Abstract
We describe a novel germline mutation in BMPR1A in a family with Juvenile Polyposis and colon cancer. This mutation is that of two consecutive substitutions (735-6 TG>AT) which cause two nonsense mutations (Y245X, G246X), inherited in an autosomal dominant fashion, on one parental chromosome. This mutation caused protein truncation, and represents a unique case of consecutive nonsense mutations in human disease.

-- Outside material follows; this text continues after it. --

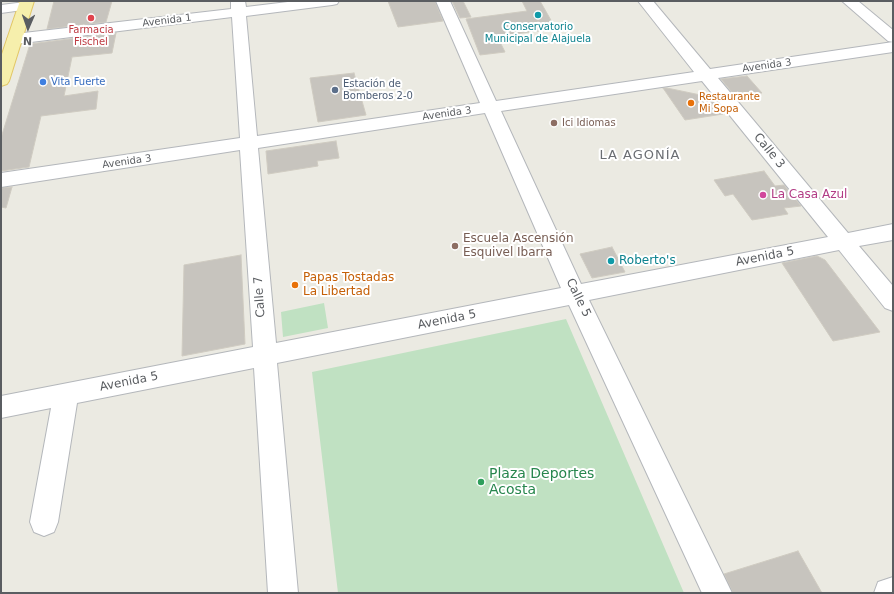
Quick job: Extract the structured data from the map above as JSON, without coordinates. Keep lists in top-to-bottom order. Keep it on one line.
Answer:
{"streets":{"street":["Avenida 1","Avenida 3","Calle 3","Avenida 5","Calle 7","Calle 5"]},"crossings":[["Avenida 1","Calle 7"],["Avenida 3","Calle 3"],["Avenida 3","Calle 7"],["Avenida 3","Calle 5"],["Calle 3","Avenida 5"],["Avenida 5","Calle 7"],["Avenida 5","Calle 5"]],"districts":["LA AGONÍA"],"places":["Conservatorio Municipal de Alajuela","Farmacia Fischel","Vita Fuerte","Estación de Bomberos 2-0","Restaurante Mi Sopa","Ici Idiomas","La Casa Azul","Escuela Ascensión Esquivel Ibarra","Roberto's","Papas Tostadas La Libertad","Plaza Deportes Acosta"],"north":"bottom"}
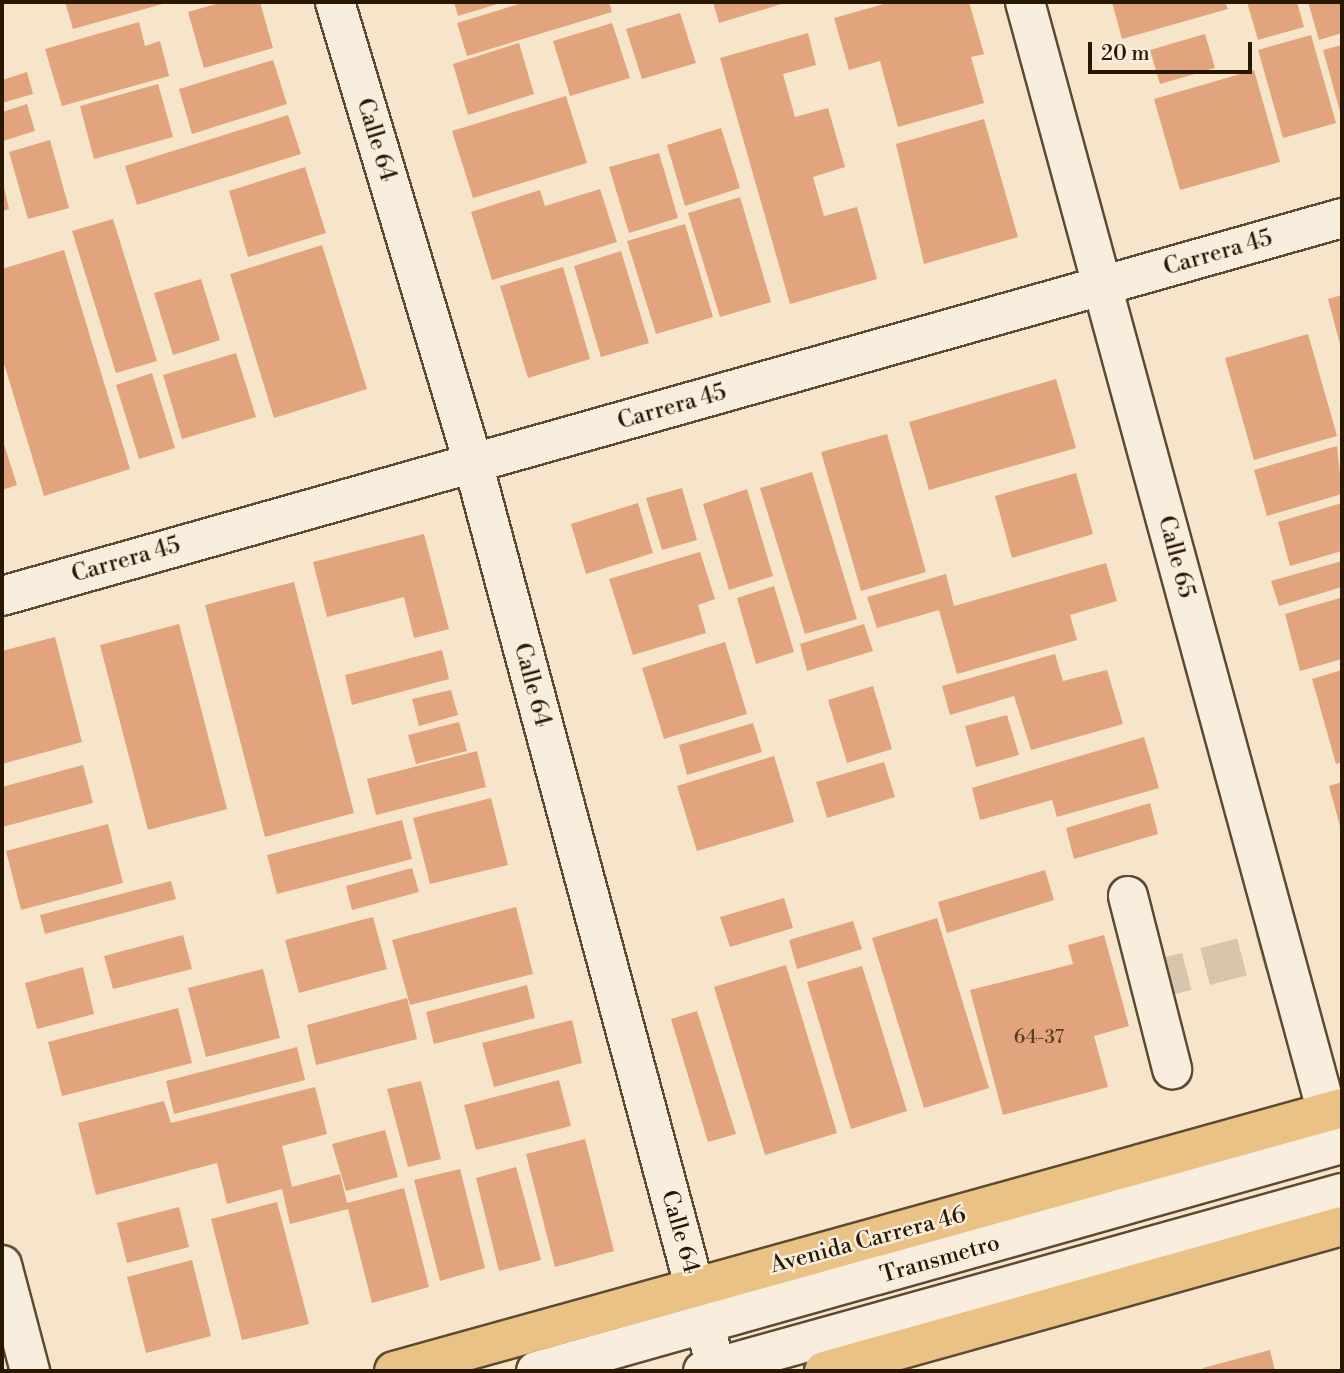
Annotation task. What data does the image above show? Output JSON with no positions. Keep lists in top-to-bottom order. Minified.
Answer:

Keywords: Juvenile Polyposis, nonsense mutations, BMPR1A
Introduction
Juvenile Polyposis (JP; OMIM 174900) is an autosomal dominant condition where affected individuals develop hamartomatous polyps of the colon, rectum, and less frequently, the stomach[1]. JP patients are at significant risk for developing GI cancer[2, 3], and some may also have hereditary hemorrhagic telangiectasia[4, 5]. Two predisposing genes have been identified in JP, SMAD4 from 18q21[6, 7], and BMPR1A from 10q22-23[8]. Both of these genes are members of the transforming growth factor beta superfamily, and mutations of the coding sequence of each gene have been found in approximately 20% of JP cases[9]. About half of the germline mutations thus far described have been microdeletions, and the other half substitutions. In this report, we describe the novel finding of two consecutive substitutions leading to two consecutive nonsense codons in a family with JP.
Clinical Report
The proband (II-3, Figure 1) developed lower GI bleeding at age 5, and on sigmoidoscopy, 6 hamartomatous polyps were removed. Over the following 18 years of surveillance, 107 polyps were removed, and all were hamartomatous without adenomatous features. He was found to have gastric polyps at age 21. The proband's mother had a negative colonoscopy at age 42 and was still healthy at age 59 and without symptoms. His father was deemed to be healthy, but died at age 66, reportedly without polyps. The proband's paternal grandmother died of colorectal cancer at age 66. His brother had colonoscopy and an upper GI series at age 18, which were negative.
Figure 1.
Hungarian JP kindred. Solid shading=affected; ?=at risk.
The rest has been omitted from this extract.